The final issue for decision is whether petitioners are liable for additions to tax for substantial understatement of income tax under section 6661 for the taxable years 1982 and 1983. This addition to tax does not apply to any portion of the understatement attributable to the taxpayer's treatment of an item if there were substantial authority for such treatment. Petitioners argue that they had substantial authority for not reporting the interest income on their Federal income tax returns. In evaluating whether a taxpayer's position that the treatment of a particular item is supported by substantial authority, the weight of authorities in support of the taxpayer's position must be substantial in relation to the weight of authorities supporting contrary positions. Sec. 1.6661-3(b)(1), Income Tax Regs.; Antonides v. Commissioner [Dec. 45,094], 91 T.C. 686, 702 (1988), affd. [90-1 USTC ╤ 50,029]893 F.2d 656 (4th Cir. 1990).
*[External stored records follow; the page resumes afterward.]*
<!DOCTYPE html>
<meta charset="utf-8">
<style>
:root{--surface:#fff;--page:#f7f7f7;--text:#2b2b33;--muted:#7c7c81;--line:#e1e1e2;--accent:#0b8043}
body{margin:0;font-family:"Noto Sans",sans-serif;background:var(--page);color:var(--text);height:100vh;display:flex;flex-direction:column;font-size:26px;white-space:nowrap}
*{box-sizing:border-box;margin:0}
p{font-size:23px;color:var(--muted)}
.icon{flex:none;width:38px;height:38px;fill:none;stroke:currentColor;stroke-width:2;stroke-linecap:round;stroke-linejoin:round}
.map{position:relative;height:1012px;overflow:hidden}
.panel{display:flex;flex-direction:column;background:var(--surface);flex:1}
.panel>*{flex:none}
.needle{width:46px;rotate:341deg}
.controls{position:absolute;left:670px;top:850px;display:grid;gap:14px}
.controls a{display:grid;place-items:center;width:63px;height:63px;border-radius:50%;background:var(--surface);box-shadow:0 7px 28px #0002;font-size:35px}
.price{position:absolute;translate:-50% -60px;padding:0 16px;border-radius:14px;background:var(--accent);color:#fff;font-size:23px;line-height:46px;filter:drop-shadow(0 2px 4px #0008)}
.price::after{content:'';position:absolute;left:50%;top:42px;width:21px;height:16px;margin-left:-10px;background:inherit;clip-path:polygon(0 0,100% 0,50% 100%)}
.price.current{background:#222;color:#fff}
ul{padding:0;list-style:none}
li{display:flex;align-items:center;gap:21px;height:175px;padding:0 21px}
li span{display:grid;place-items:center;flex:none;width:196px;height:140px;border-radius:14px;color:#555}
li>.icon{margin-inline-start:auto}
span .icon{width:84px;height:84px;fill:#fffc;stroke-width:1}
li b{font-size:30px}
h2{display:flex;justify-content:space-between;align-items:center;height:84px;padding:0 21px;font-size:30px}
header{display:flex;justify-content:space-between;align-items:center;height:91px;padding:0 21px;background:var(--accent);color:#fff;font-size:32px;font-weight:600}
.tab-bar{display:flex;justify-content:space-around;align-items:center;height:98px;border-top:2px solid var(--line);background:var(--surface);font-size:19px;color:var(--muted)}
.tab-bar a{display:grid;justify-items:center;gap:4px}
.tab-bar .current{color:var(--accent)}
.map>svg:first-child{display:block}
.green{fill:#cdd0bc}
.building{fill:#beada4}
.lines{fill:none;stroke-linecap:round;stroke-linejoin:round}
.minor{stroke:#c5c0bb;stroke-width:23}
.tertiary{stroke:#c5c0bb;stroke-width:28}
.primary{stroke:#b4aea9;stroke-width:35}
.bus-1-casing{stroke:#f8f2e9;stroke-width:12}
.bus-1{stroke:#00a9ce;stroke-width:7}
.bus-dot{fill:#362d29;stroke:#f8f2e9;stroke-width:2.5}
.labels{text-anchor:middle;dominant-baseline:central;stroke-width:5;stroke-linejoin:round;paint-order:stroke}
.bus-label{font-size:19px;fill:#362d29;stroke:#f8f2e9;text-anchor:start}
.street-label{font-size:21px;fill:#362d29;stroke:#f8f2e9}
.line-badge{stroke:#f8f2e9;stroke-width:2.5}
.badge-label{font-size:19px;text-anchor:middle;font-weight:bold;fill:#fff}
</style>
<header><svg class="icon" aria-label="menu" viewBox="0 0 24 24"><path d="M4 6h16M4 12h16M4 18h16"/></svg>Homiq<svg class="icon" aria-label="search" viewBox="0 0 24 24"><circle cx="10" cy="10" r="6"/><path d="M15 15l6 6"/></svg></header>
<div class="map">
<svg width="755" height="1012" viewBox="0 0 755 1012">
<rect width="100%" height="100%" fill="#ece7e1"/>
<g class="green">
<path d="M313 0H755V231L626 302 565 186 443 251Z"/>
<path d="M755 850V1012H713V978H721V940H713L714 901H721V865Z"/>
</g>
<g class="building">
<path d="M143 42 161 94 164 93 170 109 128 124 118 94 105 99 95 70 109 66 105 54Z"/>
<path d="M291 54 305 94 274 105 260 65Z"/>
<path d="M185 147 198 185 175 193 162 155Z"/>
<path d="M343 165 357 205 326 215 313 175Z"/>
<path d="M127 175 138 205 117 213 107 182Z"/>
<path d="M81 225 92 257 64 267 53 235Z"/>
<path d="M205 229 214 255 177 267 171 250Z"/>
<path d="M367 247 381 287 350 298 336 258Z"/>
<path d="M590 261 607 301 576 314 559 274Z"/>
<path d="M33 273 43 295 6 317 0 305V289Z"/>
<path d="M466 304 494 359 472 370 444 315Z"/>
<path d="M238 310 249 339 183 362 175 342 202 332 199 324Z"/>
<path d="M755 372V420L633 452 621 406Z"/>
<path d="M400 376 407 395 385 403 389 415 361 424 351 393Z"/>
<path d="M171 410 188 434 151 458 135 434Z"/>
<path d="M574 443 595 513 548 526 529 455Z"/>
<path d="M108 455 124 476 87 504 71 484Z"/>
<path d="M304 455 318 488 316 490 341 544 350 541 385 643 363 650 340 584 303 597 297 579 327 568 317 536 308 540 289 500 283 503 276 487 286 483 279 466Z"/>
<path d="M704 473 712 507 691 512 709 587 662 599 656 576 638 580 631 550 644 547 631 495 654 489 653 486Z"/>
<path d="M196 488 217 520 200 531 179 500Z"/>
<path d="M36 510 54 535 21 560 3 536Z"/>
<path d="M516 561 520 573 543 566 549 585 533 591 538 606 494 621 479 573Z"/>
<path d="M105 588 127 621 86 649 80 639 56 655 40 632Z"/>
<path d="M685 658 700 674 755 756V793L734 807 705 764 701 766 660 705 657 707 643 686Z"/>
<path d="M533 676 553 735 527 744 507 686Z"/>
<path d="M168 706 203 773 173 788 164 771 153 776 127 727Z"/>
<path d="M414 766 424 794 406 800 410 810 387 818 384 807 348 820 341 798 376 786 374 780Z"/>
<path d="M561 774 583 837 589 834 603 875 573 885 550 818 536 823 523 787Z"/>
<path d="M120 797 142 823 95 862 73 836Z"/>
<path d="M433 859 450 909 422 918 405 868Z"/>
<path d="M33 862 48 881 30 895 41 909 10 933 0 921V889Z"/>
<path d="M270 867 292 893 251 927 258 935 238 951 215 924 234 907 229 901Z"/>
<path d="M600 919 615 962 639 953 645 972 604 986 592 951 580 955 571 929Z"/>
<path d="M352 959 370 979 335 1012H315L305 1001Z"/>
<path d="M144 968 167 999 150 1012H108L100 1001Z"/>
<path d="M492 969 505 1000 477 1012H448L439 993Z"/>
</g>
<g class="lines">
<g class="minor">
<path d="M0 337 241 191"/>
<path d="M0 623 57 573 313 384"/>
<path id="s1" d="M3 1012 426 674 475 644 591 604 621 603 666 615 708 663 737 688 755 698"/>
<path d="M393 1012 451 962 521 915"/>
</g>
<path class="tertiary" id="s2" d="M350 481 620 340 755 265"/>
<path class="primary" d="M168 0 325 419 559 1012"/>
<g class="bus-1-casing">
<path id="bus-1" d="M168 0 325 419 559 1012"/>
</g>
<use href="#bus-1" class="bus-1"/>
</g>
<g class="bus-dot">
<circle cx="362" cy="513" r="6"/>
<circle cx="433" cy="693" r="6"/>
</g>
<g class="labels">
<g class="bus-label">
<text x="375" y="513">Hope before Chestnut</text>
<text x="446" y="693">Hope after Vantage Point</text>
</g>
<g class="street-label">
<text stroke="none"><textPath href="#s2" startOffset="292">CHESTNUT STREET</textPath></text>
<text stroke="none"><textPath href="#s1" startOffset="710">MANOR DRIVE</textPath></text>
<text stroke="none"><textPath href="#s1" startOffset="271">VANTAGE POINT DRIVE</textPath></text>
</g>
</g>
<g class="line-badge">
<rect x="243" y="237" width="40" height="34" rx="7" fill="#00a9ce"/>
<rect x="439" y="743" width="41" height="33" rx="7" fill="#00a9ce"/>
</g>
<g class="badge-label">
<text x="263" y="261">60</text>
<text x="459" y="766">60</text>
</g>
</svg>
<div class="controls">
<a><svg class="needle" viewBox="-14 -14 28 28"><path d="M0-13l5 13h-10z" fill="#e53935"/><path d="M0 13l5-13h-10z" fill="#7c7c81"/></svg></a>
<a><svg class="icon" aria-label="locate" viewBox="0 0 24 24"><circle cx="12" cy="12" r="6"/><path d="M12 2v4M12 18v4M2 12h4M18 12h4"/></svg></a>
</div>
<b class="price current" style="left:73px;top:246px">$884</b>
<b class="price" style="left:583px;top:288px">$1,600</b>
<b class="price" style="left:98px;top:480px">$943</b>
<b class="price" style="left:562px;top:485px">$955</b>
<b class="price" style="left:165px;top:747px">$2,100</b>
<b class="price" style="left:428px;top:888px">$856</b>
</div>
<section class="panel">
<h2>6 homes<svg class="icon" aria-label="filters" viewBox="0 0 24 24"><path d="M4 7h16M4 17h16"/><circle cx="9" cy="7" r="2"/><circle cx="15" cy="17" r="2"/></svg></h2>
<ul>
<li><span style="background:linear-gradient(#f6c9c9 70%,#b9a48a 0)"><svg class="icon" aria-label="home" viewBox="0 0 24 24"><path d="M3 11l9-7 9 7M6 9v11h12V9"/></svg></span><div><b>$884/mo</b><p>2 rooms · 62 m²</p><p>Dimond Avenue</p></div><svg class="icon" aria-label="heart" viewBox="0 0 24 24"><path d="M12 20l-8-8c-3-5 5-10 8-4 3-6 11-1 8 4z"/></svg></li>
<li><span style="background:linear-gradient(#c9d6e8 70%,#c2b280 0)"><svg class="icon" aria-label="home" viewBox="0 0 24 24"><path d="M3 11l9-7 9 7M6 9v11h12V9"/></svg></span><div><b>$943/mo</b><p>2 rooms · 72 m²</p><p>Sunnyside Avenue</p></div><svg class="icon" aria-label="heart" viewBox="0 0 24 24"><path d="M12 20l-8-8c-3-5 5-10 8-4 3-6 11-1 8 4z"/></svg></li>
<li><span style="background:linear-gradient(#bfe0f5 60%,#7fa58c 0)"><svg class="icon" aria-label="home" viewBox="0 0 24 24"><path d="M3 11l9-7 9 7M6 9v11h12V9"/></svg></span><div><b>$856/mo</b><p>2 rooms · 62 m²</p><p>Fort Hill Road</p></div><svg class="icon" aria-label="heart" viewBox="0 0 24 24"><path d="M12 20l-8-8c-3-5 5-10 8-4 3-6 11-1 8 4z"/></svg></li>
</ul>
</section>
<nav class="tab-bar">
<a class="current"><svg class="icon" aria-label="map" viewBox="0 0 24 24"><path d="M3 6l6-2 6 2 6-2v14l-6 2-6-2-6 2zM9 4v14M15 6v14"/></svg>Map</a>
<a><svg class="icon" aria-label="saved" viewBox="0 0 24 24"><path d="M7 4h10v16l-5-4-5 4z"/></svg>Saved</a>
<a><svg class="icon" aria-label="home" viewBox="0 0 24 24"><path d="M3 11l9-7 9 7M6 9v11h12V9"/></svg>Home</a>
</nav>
Petitioners cite Dickman v. Commissioner [84-1 USTC ╤ 9240], 465 U.S. 330 (1984), as substantial authority for their position that they are not liable for income tax on interest from CDs titled in their children's name which petitioners allege were purchased with the proceeds of interest-free loans. As previously stated, petitioners' reliance on Dickman is misplaced. The only issue presented by this case is who was the beneficial owner of the CDs in question. Nothing in Dickman suggests that the beneficial owner of an investment could escape tax by placing the investment in the name of his or her children. Accordingly, we sustain the imposition of the section 6661 addition to tax.

Decision will be entered under Rule 155.